More people than care to admit to, and Queen goddamn knew it. I think that’s called irony.1 But there really is a thing that fills our dreams then slips away from us. We call it “the past,” but at one time we were very invested in it as the present and the near-future.2

Nostalgia gets thrown around a lot as an accusation in the gaming community, and there’s no wonder some people are very defensive about it. If someone consistently called me an “employee” as a pejorative, I’d no doubt get defensive about it, regardless of how cheerfully employed I am.

The conventional view, I guess, is that if you’re nostalgic about things, then they really weren’t that good and you’re only fooling yourself now. Shame on you for thinking you were happy.

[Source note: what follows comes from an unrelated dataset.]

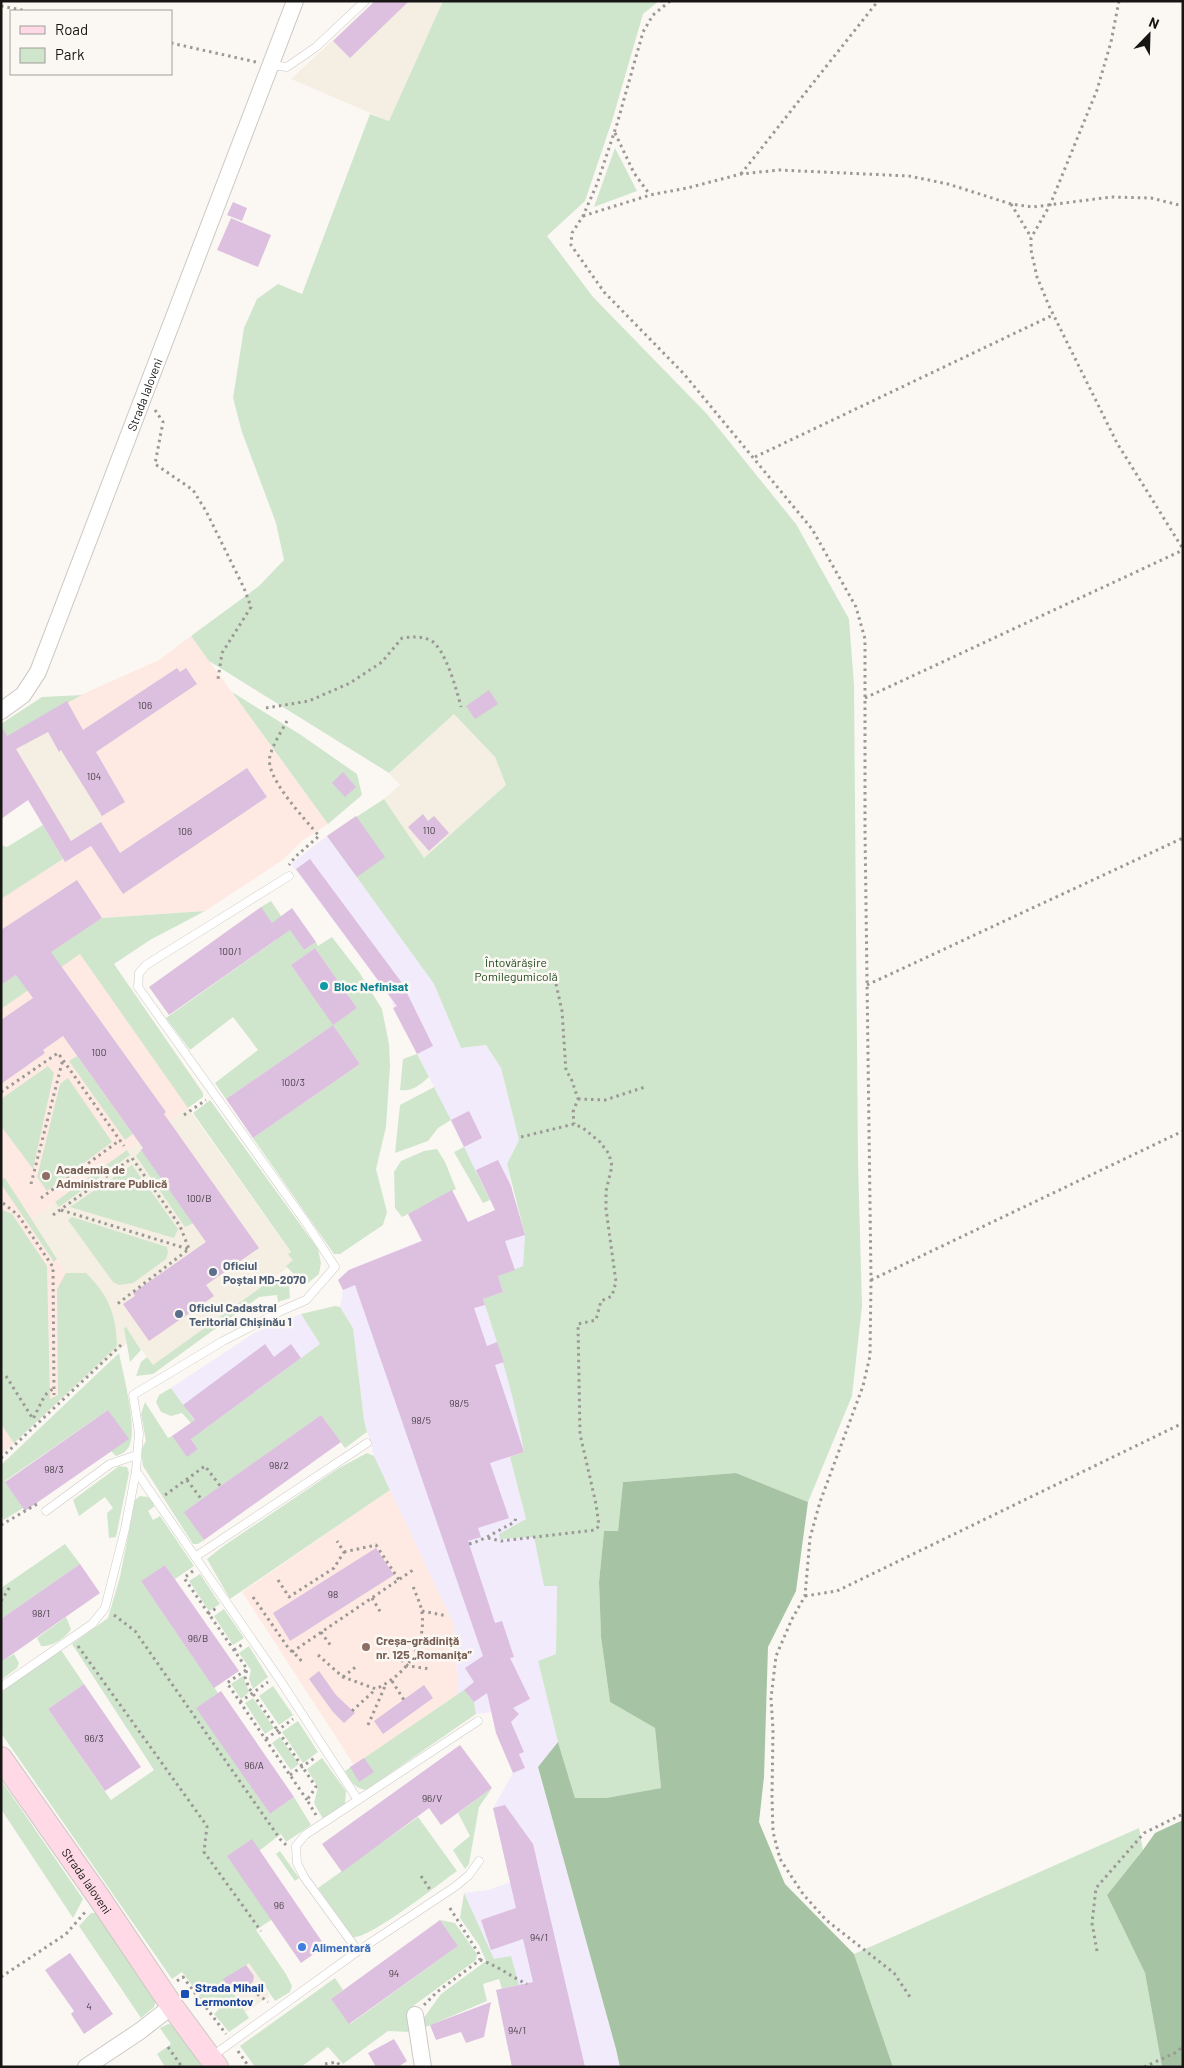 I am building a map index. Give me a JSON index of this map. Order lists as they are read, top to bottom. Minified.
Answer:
{"streets":{"street":["Strada Ialoveni"]},"parks":["Întovărășire Pomilegumicolă"],"places":{"other":["Bloc Nefinisat","Academia de Administrare Publică","Oficiul Poștal MD-2070","Oficiul Cadastral Teritorial Chișinău 1","Creșa-grădiniță nr. 125 „Romanița”","Alimentară"],"transit":["Strada Mihail Lermontov"]},"house_numbers":["106","104","110","106","100/1","100","100/3","100/B","98/5","98/5","98/2","98/3","98","98/1","96/B","96/3","96/A","96/V","96","94/1","94","4","94/1"],"legend":["Road","Park"],"north":"top right"}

I think that view’s stupid. There’s a limit to how far nostalgia can go, of course, and the problem with trying to go back is that you’ll find you want to bring people with you and they never remember it quite the same way.

Affection for the past is nevertheless a wonderful and important thing. Our past experiences make us who we are, and if we only ever remembered the shitty ones, we’d only ever be the sum of our unpleasant past.

I don’t think that acknowledging nostalgia for things like old video games or old roleplaying games means that those games weren’t any good. I was surprised, recently, at how good the environmental narrative in Maniac Mansion actually is.3 And I’ll take a stand for the lowly mongbat as one of gaming’s funniest monsters any day you care to name.

Yet, I’m also nostalgic for these things. It’s important not only that they were good, but that I remember them as good. I think, as a gaming community, we should really embrace that.

To quote John Higgins, from the introduction to Elegia: “…nostalgia is a potent and powerful force within the Retro Revival of pencil-and-paper role-playing games.” Yes, it is. We should acknowledge that, and we should harness it. Imagine the hell out of it, sure, but remember what you used to imagine, too.

Playing with old toys isn’t just about remembering the past, but we shouldn’t pretend that remembering the past does, itself, have value. I’m never going to hear “Maria” for the first time again, either. Still a great song, and still precious for its link to the past.

And I’m going to blast the shit out of it until my roommate wakes up.

____

  1. I think. I’m still technically on irony probation thanks to purchasing Jagged Little Pill in August of 1995.
  2. Yes, my understanding of nostalgia is entirely based on Highlander. You think that’s bad? I learned about true love from The Terminator.
  3. If there’s anyone who can get off my lawn, it’s the Day of the Tentacle kids, but I have a hard time caring about even that.

1 thought on “Who Waits Forever, Anyway?”

  1. Amen.

    Nostalgia is also often used as a defense against genuinely bad designs (“Well, I loved this as a kid, so it must be good”), but the point is that it doesn’t matter. Nostalgia, for good or ill, is a factor in our enjoyment, and it shouldn’t be excessively denigrated or exalted as a factor. It should simply be enjoyed.